At 90, her eyesight is fading. But she remembers everything as if it happened yesterday. She recalls the name of the investigator who tortured her with a sleep-deprivation technique known as the "conveyor" until she confessed to betraying the motherland and agitating against the Soviet Union.
It was 1946, the throes of the Stalinist terror, and Krikun was sent to Vorkuta - a labor camp-cum-city built from nothing on an icebound wasteland by political prisoners from 1931 to 1957.
Today, the city is still a byword for the suffering of the ill-equipped labor brigades that were effectively sent to their death as Stalin used his enemies - both real and imagined -- to tap into vast natural resources in the uninhabited Far North.
And yet here, in this inhospitable outpost, Krikun has remained all these years. 
Reading about the Gulags in Solzhenitsyn's writings was a transformative experience for me, who had until then surrounded himself with readings and people who were uber-sympathetic towards anything Communist.  It is simply bizarre that instead of tossing out forever the ghost of Stalin, more than a few in Russia continue to venerate him. Years ago, I watched quite a funny, satirical, Australian movie about Stalin's son.  I wonder if that movie was banned, and continues to be banned in Putin's Russia.

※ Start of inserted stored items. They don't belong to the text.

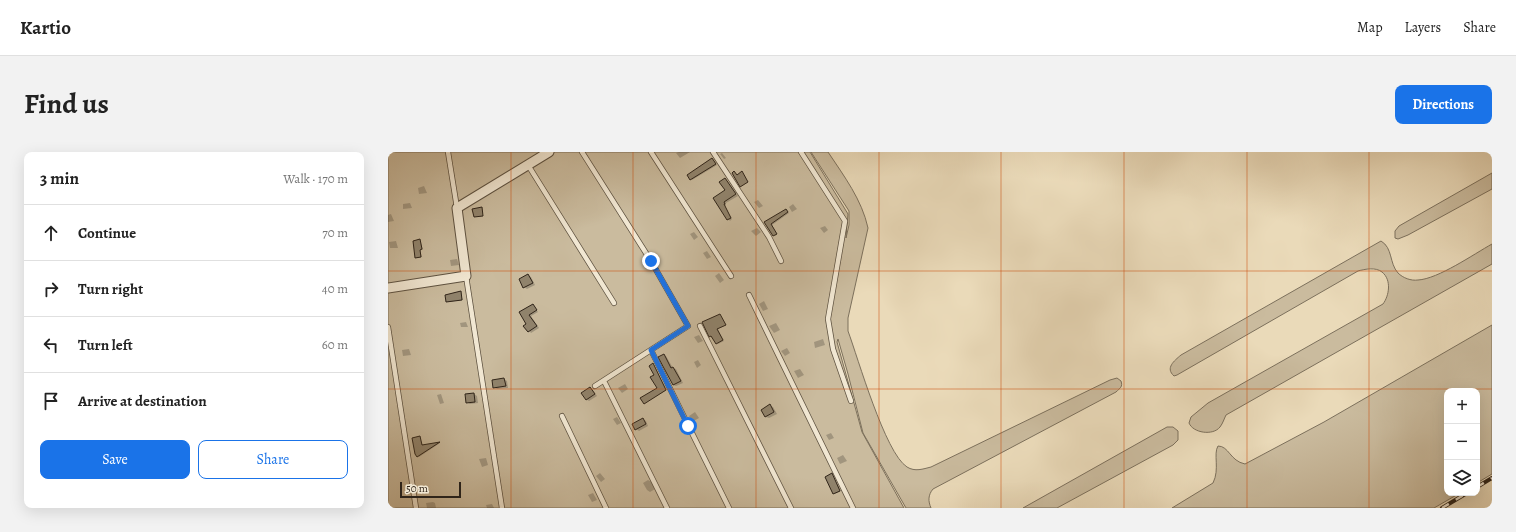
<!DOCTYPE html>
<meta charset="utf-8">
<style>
:root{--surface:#fff;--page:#f2f2f2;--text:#222;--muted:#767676;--line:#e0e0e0;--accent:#1a73e8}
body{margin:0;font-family:Alegreya,serif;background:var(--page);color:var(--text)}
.controls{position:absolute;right:12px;bottom:12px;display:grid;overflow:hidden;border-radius:8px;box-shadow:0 4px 16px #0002}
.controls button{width:36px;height:36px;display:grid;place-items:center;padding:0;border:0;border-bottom:1px solid var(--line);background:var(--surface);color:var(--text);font:20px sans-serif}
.scale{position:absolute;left:12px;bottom:10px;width:61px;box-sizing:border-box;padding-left:4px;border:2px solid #2f2419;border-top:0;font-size:11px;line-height:14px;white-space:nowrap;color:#2f2419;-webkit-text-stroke:3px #f1e7d2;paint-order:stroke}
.stop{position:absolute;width:12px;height:12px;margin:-9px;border:3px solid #1a73e8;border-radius:50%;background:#fff}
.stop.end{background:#1a73e8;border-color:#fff;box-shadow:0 1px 4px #0008}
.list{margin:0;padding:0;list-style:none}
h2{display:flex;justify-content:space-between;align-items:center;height:52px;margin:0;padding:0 16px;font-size:17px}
h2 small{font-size:13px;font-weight:400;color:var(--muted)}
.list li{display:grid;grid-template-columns:26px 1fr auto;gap:12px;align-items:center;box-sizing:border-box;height:56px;padding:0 16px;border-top:1px solid var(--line)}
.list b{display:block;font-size:15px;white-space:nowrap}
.list em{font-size:13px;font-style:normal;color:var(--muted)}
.actions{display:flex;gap:8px;padding:12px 16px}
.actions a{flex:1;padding:9px 0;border:1px solid var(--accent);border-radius:8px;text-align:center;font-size:14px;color:var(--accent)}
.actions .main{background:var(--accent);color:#fff}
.icon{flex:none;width:22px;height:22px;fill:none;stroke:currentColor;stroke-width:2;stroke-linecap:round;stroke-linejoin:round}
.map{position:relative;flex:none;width:1104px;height:356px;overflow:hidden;border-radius:8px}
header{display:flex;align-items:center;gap:24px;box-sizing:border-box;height:56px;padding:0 20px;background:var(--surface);border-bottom:1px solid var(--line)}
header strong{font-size:19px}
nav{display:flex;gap:22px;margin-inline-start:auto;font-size:14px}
.intro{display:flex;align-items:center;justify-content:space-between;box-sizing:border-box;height:96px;padding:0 24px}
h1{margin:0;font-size:28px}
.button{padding:10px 18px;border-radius:8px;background:var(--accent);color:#fff;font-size:14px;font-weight:700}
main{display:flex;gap:24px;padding:0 24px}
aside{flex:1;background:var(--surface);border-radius:8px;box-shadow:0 4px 16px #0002}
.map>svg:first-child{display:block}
.green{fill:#cabb9e;stroke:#7c705c}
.shadow{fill:#0003}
.building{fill:#90836c;stroke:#2f2419}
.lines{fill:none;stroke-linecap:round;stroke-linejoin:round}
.service-casing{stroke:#5e5241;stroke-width:6}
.minor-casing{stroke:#5e5241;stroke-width:11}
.service{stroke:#f1e7d2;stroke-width:4.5}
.minor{stroke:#f1e7d2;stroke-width:9}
.rail-casing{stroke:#2f2419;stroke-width:4}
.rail{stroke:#f1e7d2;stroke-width:2.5;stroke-dasharray:8;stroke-linecap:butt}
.route{stroke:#1a73e8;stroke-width:5}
.grid{fill:none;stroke:#cc510e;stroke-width:1;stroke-opacity:0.55}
</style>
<header>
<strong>Kartio</strong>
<nav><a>Map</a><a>Layers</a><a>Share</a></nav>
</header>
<div class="intro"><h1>Find us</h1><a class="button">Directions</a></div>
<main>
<aside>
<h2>3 min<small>Walk · 170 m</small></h2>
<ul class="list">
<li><svg class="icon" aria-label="ahead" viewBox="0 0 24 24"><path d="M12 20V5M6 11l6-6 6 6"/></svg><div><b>Continue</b></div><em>70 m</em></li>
<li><svg class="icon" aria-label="right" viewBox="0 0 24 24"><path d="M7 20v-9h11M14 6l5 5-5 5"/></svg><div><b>Turn right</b></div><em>40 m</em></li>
<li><svg class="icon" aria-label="left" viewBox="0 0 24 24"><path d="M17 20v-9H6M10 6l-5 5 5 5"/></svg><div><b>Turn left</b></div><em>60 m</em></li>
<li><svg class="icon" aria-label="arrive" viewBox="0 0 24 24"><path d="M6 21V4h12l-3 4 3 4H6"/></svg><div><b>Arrive at destination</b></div></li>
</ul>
<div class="actions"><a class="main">Save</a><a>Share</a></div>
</aside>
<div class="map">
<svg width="1104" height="356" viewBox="0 0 1104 356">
<rect width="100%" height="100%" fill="#eadab9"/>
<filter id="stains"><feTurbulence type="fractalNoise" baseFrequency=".005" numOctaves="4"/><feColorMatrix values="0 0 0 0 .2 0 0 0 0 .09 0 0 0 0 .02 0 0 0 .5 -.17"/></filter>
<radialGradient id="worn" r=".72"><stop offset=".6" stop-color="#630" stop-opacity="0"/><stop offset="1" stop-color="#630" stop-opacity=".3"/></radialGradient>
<!-- green -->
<path class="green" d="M0 0H422L460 62 458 86 461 73V59L423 0H440C456 24 474 48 480 76L460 166V179C470 206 497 301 519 315 527 320 535 317 543 315L722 228 729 226 733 229C735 235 732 236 728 240L545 337C540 343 540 349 543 356H518L475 281 460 222 450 187 449 190 474 280 516 356H0Z
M1104 21V37L1020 83 1010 87 1007 86V79L1011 74Z
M993 89C1005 96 1001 111 1010 121 1015 126 1023 129 1030 128 1050 127 1086 102 1104 92V112L838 263C836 267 835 271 832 275 825 284 805 281 801 271L803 265 820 251 995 152C1001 144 1004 128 994 120 988 115 977 117 970 119L789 223 786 224C777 216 786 209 793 203Z
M1104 173V322L1089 331V239H1059V341H1072L1046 356H784L825 331C832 317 825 302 830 294 841 294 842 309 857 312L936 270Z
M779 275H785L790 279V288L785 293 669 356H635Z"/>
<!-- shadow -->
<path class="shadow" d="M291 0H302L292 6 288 1Z
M334 1 338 6 336 7 332 2Z
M325 7 329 13 304 28 303 27Z
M338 27 350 44 338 51V53L337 54 344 67 342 69 326 47 339 38Z
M36 34 39 41 31 42 30 36Z
M370 48 375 54 371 56 366 50Z
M22 51 24 56 15 57V52Z
M405 52 409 57 404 60 401 55Z
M399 58 401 61 384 73 389 82 387 84 377 70Z
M3 62 6 69 0 70V63Z
M437 74 440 78 436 81 432 76Z
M369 76 373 80 368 84 363 79Z
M306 80 310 85 306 88 302 82Z
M32 88 35 98H32L34 105 29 106 28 105Z
M8 89 10 96H2L1 90Z
M319 99 323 105 319 107 315 101Z
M69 107 71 113 63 114 62 108Z
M331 121 336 128 332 131 327 124Z
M140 123 143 125 147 133 139 137 136 135Z
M72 140 75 148 59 150Z
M376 149 380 157 375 159 371 152Z
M145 153 150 160 143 164 151 176 143 181 137 174 139 172 133 160Z
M332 163 338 173 330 177 336 189 330 192 322 184Z
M78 170 80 175H73L72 171Z
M388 171 392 178 386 181 381 174Z
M311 183 315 189 310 191 306 185Z
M435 187 437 193 427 196 426 190Z
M399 196 402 201 397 204 393 199Z
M21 197 23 203 15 204 14 198Z
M276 203 278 204 285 216 288 217 295 231 288 234 285 233 272 205Z
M310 208 313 213 309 216 306 210Z
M265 213 279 238 257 251H256L270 237Z
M412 217 416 223 410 226 406 219Z
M116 227 119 229 120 236 109 237 106 235Z
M237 232 240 237 234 241 230 236Z
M202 236 205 238 209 244 201 249 198 247Z
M53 242 56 251 52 252 49 243Z
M86 242 89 244 90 251 82 252 79 250Z
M382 254 385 255 389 262 381 266 378 265 374 258Z
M307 260 311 266 304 270 301 264Z
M229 265 233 271 229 273 225 267Z
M255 267 258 269 260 274 251 279 248 277Z
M293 268 294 269 297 274H295Z
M443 281 446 286 441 288 438 283Z
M32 286 35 294 52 291 31 305 30 304Z
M455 303 459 309 452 312 449 306Z
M98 306 100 313 94 315 91 307Z
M212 321 217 327 213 330 208 324Z
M444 322 453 339 447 342H446Z
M260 328 264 330 267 337 262 340 259 338 255 331Z
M205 341 209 348 204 350 200 343Z
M45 350 47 351 48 356H39L38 351Z
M104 352 106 356H99L98 353Z"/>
<!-- building -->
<path class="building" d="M324 6 328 12 302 28 299 23Z
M346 19 349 23 354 19 360 30 352 35 344 21Z
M337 26 348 42 336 50 337 52H336L343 66 339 68 325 46 337 38 331 30Z
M94 55 95 64 86 65 84 57Z
M398 57 400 60 383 72 389 82 385 84 376 70Z
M32 87 34 97 32 98 33 105 27 106 25 89Z
M140 122 145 131 135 136 131 127Z
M73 139 74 148 58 150 57 143Z
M145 152 149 158 141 163 149 174 140 180 135 174 138 172 131 160Z
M332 162 338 173 329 177 335 188 328 192 323 184 321 185 314 170Z
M276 202 283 216 285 215 293 229 285 233 270 205Z
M265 211 278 238 256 252 252 246 269 236 262 225 266 223 261 214Z
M116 226 118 234 105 236 104 228Z
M202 235 207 242 198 248 193 241Z
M86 241 87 250 78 251 77 242Z
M382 252 386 260 377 265 373 258Z
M255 266 258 272 247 278 244 272Z
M32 284 34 293 52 290 29 305 27 302 24 286Z
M444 321 452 339 445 342 437 325Z"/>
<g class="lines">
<!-- service casing -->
<g class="service-casing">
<path id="service" d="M60 0 69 56
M194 0 263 109 300 174 207 234
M263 0 343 124
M325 0 381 85 393 109
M413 0 457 69 440 167 445 197 463 249
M140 13 226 151
M78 124 114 356
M361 143 465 356
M312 174 403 356
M0 175 28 356
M263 198 341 356
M217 231 279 356
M174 264 218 356"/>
</g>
<!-- minor casing -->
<g class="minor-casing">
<path id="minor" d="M0 136 78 124 69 56 161 0"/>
</g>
<!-- service -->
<use href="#service" class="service"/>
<!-- minor -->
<use href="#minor" class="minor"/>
<!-- rail casing -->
<g class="rail-casing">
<path id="rail" d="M1089 335 1104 326
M1054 356 1079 341"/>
</g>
<!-- rail -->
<use href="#rail" class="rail"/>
</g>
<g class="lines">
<!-- route -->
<path class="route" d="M263 109 300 174 263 198 300 274"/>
</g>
<!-- grid -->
<path class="grid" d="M123 0V356M245 0V356M368 0V356M491 0V356M613 0V356M736 0V356M859 0V356M981 0V356M0 119H1104M0 237H1104"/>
<rect width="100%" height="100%" filter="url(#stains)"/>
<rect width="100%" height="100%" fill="url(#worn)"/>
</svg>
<div class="controls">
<button>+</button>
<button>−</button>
<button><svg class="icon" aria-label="layers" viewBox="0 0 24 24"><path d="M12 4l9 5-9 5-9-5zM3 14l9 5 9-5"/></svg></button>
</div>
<div class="scale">50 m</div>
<div class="stop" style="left:300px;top:274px"></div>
<div class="stop end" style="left:263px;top:109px"></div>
</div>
</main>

So, what is the connection with Tamil Nadu?  Stalin is the name of one of the most prominent--notorious--politicians there.  Yes, it was politically fashionable those days to name kids after such Communist "heroes":
The leader of the Dravidian movement Periyar E.V.Ramaswamy was greatly fascinated by the communist ideals after his visit to the Soviet Union. It soon caught on in Tamil Nadu and people started naming their children after the great leaders of the Soviet Union. The most popular were Lenin and Stalin and the communism wave even led to children, being named after Moscow and Russia. Consequently, the leader of the DMK party Dr.Kalaignar bestowed the name Stalin
I suppose this is also one of those only-in-India stories; there aren't very many places on this planet where middle-aged men named Stalin can not only proudly walk around but even contest in democratic elections!
Caption at the source:
DMK leader M.K. Stalin being arrested during a protest
against Sri Lankan President Mahinda Rajapaksa in Chennai on Tuesday. Photo: M. Vedhan 
This Stalin from Tamil Nadu was born on March 1, 1953.  The original Stalin died on March 5, 1953.  What a devotion to a mass killer it must have been in order to name a kid after that dying monster in a land far, far away :(

        

1 comment:

Ramesh said...

If Tamils all learnt about Russian history, our Stalin would quickly change his name. The average Tamil has, of course, never heard of the blackguard of old. So, no problem !

Well, millions more revere Mao. The world is not necessarily rational.